I think that the emphasis on the need for the contemporary obviously comes out of capitalist culture. I was interested to loosen myself from that through thinking about co-authorship, not even thinking about the new but about a piece of work as an interpretation of an earlier artist’s work, letting go of that sense of authorship to some degree. The emphasis on the new and the new author is quite hysterical really because if you don’t look to history, what is ‘new’ doesn’t mean anything.

 

Nina Danino:

You shoot all your films on analogue what is your affinity with the photographic craft of film and the aesthetics derived from 16mm film?

 

Sarah Pucill:

I’ve always to-date made films on 16mm. It has informed how I think, especially having edited on 16mm with sound and image initially. I think understanding the technique can be an important part of a film. The filmmaking has always been for me not just of what I'm filming or how I want it to be seen at the end, but the process of putting the film in a camera, setting up the frame, putting the shots together, thinking about sound, this is the film. The language of framing, what I juxtapose with what, is the film. The fact that you don't see it when you film, you have to wait until it comes back. The fact that it’s expensive, you have to wait for funding and you have to value what you've shot and find a way to work with it. This process is very different and it has been very difficult for me to adjust to the digital. It's about valuing the slowness of it and the time that you give it, it impacts on what you do and the process. It is getting to the point that now everything is in conjunction with digital, since making Stages of Mourning in 2004 I have shot on film and edited on computer. I think what I have been wanting to do is enjoy the materiality. Even since before I was making film, I was making sculpture, I was painting, I was making objects. That continued through to where I think my filmmaking involves as much what I do with the set as what I do with a camera, where I'm exploring the relationship between what happens in front of the camera and what happens behind.

 

Nina Danino:

You also make all the props and objects for the films.
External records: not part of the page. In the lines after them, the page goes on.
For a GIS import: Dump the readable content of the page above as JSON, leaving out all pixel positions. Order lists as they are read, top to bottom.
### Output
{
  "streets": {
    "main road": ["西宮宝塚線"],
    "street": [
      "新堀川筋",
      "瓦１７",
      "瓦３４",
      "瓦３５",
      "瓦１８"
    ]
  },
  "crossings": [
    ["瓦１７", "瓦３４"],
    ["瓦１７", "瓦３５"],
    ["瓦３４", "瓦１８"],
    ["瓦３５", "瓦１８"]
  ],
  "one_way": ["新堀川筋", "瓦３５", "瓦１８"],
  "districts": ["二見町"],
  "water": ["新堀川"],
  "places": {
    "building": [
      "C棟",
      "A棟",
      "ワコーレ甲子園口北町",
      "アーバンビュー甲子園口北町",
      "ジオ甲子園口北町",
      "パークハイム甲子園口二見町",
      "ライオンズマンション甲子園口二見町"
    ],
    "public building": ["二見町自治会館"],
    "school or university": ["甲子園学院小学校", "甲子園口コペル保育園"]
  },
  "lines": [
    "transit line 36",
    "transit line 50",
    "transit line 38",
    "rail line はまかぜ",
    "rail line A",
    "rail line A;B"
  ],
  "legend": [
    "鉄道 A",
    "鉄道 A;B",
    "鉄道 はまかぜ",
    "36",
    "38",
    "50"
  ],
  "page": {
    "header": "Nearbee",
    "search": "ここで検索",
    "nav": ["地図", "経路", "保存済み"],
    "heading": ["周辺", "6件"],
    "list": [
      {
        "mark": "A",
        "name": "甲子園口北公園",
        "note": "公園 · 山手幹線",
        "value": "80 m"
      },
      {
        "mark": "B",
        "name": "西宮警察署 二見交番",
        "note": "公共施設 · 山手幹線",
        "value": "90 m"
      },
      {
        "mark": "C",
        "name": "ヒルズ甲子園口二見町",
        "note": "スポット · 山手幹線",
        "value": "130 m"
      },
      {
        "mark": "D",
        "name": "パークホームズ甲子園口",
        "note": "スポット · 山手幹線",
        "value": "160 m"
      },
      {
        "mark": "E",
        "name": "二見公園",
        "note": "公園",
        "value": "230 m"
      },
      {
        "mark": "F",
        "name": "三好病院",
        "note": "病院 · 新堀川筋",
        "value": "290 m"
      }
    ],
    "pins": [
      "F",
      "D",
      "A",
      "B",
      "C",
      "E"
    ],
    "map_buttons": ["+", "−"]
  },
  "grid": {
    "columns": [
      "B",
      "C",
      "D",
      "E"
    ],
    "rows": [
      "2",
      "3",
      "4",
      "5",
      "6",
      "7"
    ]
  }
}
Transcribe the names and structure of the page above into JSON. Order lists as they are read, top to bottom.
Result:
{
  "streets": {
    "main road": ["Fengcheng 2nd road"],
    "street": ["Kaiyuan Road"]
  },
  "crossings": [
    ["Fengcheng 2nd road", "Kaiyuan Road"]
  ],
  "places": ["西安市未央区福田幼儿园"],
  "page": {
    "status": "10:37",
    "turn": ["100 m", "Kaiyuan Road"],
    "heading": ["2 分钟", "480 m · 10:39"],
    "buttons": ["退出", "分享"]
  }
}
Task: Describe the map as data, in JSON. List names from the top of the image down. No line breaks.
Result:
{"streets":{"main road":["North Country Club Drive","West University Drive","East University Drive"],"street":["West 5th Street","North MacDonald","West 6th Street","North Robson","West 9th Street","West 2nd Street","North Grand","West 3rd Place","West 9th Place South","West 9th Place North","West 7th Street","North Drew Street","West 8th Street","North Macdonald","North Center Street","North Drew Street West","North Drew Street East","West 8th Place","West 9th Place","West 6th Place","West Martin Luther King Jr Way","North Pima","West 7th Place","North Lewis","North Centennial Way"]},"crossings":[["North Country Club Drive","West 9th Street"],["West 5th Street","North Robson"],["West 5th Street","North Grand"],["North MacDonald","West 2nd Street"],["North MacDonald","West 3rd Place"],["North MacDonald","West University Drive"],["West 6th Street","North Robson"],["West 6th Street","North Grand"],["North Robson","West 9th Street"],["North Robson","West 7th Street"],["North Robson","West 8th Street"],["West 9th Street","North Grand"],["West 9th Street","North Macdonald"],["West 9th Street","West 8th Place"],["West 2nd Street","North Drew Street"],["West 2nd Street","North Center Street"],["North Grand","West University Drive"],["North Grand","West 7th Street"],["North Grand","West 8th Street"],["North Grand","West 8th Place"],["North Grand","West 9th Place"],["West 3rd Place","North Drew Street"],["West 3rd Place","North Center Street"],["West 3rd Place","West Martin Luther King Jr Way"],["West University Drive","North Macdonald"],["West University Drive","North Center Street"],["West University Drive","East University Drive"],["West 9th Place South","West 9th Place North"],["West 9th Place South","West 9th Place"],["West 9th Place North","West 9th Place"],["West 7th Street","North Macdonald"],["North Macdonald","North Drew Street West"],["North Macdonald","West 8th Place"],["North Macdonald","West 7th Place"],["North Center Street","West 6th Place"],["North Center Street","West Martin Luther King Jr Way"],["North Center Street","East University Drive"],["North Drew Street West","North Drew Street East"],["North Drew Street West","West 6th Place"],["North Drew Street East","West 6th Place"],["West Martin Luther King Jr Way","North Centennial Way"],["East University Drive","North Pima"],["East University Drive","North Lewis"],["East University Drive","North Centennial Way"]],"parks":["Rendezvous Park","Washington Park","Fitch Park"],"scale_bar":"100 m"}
Is the handmade important and what does it mean to you to make the props yourself.

 

Sarah Pucill:

Well, I sometimes make the props, I also recycle or find props. In the last two Cahun films this element has comes to the fore. I think the handmade or hand sought is important, because I also recycle and find props too, they are improvised, they are not so finely done. They don’t get tidied with craft, there is this constant interrelationship which actually becomes chaotic. There are moments of very fine details which are attended to and moments where there is actually chaos in the improvisational element of making them in my own home. It’s actually a small space. The limitation of what's possible is always rubbing up against what I can do because I'm doing everything. I'm interested in that relationship of being in different roles and having some assistance, but also taking authorial control, so having control and losing control – something about the in-between of that, is what I’m interested in.

 

Nina Danino:

But it is more than producing. The subject/ive is not just about making – making is only a start. But it is intrinsic to your engagement with the process that you make these things yourself and therefore this is also your personal investment. Would you delegate it?

 

Sarah Pucill:

It's the improvisational which is the inventiveness. If I hand it to somebody else – in the same way that if I hand the camera to a professional or the edit – I’m going to get something back that is standardised. It's going to be the same as an advert because the whole of production is standardised. If I hand it to somebody and say make me all of those, then they come back all produced. I'm interested in what isn’t standardised. It’s not about a craft but it’s about improvising through something that’s inventive and playful.

 

Nina Danino:

In this film, Confessions to the Mirror (2016), are you more in the role of director?

 

Sarah Pucill:

No, I still did everything myself.

 

Nina Danino:

The film set of Confessions combines real objects with projections of other objects. Everything seems to have been given specific role and place in the tableaux. There is equal attention to small objects as to the seemingly more important larger props, such as an ornate frame. One is a glass urn and inside it are some tiny decapitated dolls’ heads which become animated. Small objects come alive. A small artist’s mannequin holds a flowerpot sprouting tiny plumes. There is attention to the smallest objects and details.

 

Sarah Pucill:

Those images that you're talking about are re-stagings of Cahun’s photographs – her works using still life and objet trouvés (found objects).[10] She photographed highly detailed small sculptures with an unstable status; were they photographs were they sculptures? A few were presented as sculptures, but they also had the status of a photograph. I’m quite interested in that. What is the object[11], what's the performance, what's the photograph of a performance, what is it to restage?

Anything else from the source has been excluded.